Man muss also dem einzelnen Mitarbeiter klarmachen, welchen Stellenwert er für das Tankstellenunternehmen hat?
Ja. Menschen an ihrem Arbeitsplatz zu sagen: „Du bist wichtig, weil …“, „Du trägst zum Gelingen des Ganzen bei, weil …“ – das wäre von der Führungskraft eine zentrale Botschaft. Ich hab mal mit einem Team in Indonesien gearbeitet. Da gibt es den Office Boy, das ist der, der in der Hierarchie ganz unten ist. Der macht den Kaffee und bereitet die Räume für die Meetings vor. Das hat er immer ganz ausgezeichnet gemacht. Da hab ich ihm in einer Teamsitzung vor allen gesagt, wie toll ich das finde und wie wichtig das ist, wie er durch seine Arbeit zum Gelingen der Besprechungen und Konferenzen beiträgt. Das hat ihn so motiviert, dass er inzwischen eine Stelle in der Administration hat. So toll hat der sich entwickelt, so stolz und selbstbewusst hat ihn dieses Feedback gemacht.
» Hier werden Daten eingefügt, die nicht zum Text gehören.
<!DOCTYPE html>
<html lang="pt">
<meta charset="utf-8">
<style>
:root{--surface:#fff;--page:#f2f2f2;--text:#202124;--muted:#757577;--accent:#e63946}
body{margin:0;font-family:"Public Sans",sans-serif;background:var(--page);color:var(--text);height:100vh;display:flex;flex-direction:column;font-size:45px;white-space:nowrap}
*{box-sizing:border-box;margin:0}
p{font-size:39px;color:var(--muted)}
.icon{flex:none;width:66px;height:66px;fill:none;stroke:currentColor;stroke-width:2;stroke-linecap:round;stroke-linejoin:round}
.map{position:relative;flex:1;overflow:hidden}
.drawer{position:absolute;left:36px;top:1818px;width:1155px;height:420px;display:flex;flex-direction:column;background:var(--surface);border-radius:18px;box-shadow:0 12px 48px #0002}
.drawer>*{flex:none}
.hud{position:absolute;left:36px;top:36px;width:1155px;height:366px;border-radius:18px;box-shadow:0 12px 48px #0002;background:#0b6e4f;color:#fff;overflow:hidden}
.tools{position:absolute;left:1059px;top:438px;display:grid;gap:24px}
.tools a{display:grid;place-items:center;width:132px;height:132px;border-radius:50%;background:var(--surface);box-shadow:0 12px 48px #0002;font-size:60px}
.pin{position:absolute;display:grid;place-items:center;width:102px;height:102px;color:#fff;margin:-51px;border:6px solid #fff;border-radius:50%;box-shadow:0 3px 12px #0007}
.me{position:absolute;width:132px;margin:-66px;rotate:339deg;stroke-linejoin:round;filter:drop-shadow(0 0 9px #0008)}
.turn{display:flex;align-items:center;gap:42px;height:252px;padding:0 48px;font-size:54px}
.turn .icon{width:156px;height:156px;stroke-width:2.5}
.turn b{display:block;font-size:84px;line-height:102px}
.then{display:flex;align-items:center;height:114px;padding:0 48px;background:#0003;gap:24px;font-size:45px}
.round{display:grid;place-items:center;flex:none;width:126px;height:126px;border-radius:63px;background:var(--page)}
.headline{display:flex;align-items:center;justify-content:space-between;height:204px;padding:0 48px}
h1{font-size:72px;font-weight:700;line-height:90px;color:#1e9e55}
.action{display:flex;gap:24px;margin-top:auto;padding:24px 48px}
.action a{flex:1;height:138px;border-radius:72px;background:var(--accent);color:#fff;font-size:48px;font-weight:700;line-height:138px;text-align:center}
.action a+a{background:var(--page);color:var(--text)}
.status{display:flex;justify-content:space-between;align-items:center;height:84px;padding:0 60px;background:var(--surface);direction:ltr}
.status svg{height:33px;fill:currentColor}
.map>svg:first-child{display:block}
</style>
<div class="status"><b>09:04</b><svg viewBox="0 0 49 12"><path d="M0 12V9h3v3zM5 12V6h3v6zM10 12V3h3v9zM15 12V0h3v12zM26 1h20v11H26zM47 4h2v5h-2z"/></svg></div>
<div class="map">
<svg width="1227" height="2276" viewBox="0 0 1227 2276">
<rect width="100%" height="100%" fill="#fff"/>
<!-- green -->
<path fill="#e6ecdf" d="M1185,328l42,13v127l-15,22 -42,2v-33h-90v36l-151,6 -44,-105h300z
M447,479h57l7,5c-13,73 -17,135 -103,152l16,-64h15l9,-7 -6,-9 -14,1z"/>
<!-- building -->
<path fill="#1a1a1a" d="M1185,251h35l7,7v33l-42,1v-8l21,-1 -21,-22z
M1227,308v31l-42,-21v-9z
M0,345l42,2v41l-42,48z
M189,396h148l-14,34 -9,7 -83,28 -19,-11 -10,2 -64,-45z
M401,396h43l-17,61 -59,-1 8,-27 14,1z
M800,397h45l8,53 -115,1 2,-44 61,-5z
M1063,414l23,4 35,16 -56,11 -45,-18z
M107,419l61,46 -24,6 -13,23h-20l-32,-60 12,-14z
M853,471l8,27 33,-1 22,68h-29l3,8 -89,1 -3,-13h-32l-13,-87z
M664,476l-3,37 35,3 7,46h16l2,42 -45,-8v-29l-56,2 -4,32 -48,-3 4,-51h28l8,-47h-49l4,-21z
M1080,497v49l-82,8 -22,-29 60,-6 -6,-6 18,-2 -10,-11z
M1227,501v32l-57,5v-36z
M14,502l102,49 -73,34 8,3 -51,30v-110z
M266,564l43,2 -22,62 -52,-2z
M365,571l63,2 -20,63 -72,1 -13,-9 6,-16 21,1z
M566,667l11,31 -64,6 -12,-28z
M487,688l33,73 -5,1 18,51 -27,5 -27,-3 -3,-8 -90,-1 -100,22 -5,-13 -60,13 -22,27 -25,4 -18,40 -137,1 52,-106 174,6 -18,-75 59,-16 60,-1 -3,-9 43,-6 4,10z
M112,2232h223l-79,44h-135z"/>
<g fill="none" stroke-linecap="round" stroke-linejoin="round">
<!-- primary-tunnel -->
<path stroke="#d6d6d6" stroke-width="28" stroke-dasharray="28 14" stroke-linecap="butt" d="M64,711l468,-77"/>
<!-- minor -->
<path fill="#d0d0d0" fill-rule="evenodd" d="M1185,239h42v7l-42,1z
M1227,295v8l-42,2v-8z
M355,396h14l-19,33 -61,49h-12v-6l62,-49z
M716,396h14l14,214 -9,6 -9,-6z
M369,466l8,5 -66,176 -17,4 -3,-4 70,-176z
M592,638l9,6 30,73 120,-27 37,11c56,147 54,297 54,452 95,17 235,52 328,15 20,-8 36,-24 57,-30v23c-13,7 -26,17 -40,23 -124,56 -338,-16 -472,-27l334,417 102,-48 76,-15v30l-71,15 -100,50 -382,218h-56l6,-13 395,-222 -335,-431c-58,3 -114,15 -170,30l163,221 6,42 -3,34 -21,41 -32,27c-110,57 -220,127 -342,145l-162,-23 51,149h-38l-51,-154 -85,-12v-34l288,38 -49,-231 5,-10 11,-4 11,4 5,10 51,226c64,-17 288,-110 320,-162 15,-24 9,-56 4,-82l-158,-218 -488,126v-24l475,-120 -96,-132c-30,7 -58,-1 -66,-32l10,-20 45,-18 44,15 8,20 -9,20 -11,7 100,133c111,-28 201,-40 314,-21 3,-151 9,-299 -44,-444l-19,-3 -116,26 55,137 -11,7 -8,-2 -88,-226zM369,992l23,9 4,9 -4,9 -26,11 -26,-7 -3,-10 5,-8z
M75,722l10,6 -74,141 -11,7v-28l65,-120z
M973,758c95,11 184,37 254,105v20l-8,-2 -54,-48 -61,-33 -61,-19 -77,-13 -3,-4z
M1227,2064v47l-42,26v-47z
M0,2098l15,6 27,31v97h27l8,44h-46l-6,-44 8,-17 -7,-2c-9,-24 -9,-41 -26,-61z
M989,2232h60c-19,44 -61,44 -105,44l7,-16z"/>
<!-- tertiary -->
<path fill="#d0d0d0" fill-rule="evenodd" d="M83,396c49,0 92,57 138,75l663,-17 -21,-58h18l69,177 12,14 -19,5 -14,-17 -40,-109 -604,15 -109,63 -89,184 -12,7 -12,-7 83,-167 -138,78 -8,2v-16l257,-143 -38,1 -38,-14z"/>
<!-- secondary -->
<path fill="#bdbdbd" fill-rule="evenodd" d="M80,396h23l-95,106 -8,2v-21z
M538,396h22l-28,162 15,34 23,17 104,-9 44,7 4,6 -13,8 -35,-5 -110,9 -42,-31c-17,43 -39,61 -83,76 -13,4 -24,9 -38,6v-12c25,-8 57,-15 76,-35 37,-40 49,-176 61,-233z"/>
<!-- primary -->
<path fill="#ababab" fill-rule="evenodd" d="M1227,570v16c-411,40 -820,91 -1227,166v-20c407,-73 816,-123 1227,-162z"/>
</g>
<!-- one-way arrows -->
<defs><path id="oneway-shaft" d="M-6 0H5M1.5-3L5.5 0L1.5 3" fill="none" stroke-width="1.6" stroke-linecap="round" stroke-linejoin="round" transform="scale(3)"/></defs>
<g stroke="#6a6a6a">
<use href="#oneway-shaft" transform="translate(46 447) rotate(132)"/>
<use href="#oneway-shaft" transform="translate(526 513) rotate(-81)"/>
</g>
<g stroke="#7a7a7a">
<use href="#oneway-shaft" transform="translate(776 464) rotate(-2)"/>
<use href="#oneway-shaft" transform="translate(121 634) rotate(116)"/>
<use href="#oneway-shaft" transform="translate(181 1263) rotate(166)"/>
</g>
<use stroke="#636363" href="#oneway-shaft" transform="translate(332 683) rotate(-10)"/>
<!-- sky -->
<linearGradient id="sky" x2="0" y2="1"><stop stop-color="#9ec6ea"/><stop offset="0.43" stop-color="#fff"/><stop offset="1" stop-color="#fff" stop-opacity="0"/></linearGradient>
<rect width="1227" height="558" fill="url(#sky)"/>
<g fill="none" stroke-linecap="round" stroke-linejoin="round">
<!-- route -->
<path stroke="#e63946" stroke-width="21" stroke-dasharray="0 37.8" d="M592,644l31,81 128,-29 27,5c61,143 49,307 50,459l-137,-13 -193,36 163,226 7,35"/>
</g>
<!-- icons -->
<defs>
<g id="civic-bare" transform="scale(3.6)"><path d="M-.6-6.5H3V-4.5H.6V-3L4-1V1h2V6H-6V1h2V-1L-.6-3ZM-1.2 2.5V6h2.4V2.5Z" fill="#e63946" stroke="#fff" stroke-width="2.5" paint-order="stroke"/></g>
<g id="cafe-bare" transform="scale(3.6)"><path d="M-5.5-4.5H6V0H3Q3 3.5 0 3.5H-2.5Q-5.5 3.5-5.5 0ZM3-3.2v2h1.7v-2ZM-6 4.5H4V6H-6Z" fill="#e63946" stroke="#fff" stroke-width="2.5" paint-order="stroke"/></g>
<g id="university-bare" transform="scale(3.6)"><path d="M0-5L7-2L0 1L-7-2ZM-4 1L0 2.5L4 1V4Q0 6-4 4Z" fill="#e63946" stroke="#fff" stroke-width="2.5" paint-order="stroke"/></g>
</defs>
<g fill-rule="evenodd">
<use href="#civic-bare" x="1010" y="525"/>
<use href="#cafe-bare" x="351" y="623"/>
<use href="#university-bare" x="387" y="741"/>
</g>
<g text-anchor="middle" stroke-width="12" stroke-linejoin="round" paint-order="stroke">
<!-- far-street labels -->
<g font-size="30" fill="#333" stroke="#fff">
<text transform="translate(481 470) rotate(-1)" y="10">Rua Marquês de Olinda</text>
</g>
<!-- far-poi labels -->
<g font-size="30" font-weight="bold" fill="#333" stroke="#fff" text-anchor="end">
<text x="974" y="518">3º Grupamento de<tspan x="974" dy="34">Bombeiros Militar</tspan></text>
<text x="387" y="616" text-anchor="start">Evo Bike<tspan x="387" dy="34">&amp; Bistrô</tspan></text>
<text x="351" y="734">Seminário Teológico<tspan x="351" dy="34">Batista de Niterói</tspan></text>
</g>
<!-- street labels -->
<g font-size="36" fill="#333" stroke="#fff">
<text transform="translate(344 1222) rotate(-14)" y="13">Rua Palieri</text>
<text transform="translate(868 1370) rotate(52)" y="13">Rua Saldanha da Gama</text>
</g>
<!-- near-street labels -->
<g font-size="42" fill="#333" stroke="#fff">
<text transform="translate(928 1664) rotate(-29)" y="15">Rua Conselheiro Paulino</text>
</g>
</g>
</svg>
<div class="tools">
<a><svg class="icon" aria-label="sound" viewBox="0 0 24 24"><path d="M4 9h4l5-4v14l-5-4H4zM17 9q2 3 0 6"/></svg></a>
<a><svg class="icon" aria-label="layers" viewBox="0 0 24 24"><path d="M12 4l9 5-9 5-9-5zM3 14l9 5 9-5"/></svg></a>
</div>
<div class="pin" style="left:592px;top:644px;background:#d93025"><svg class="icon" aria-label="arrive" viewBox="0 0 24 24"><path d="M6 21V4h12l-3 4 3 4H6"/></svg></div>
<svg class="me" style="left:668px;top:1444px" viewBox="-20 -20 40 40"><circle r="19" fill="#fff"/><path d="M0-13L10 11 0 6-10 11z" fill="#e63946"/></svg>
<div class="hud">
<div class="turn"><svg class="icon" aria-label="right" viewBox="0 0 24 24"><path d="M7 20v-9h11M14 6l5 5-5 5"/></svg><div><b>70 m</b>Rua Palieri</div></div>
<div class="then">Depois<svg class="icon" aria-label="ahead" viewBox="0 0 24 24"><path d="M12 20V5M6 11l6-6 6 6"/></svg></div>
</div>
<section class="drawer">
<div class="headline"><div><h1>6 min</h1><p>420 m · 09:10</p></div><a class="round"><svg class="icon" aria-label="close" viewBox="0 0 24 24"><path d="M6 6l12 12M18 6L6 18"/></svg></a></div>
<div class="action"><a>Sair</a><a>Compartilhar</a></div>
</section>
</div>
Wie oft sollte der Chef sein Team zu so einer Besprechung zusammenholen?
An der Tankstelle gibt es Schichtdienste. Bei den Schichtdiensten wäre die Frage, ob es irgendwann einen Moment gibt, an dem in der Übergabe alle da sind. Ein interessantes Prinzip finde ich: Die erste Tasse Kaffee gehört dem Team. Das heißt, ich mache jeden Tag ein kurzes Briefing: Was liegt an diesem Tag an? Für diese Schichtübergabe wäre es gut, sich kurz Zeit zu nehmen, und sei es nur für zehn Minuten. Und dann wäre es sinnvoll, ein Treffen zu organisieren, wo man sich länger trifft, einen halben Tag vielleicht oder zumindest zwei, drei Stunden, je nachdem, was die Öffnungszeiten zulassen. Wo das Team sich mit sich selbst beschäftigt, wo es um den internen Kooperations- und Kommunikationsprozess geht: Wie haben wir zusammengearbeitet? Was hat gut funktioniert? Wo müssen wir besser werden? Das ist motivierender, als nur zu fragen: Wo sind wir schlecht oder was hat nicht geklappt?
Jedoch haben Betreiber oft eine hohe personelle Fluktuation. Wie gelingt es, wechselndes Personal auf Kurs zu bringen?
Auch hier wäre es sinnvoll, das Thema Zusammenarbeit und Kooperation zu besprechen. Wenn neue Leute ins Team kommen, wäre es zudem gut, wenn sie einen Mentor beziehungsweise „Buddy“ für eine Übergangszeit zur Verfügung gestellt bekommen. Das muss nicht der Chef sein, aber einer mit Erfahrung, der den Neuen in die Arbeitsprozesse einführt. Die Leute müssen ja ins Team integriert werden.
Wie könnte die langfristige Teamentwicklung aussehen?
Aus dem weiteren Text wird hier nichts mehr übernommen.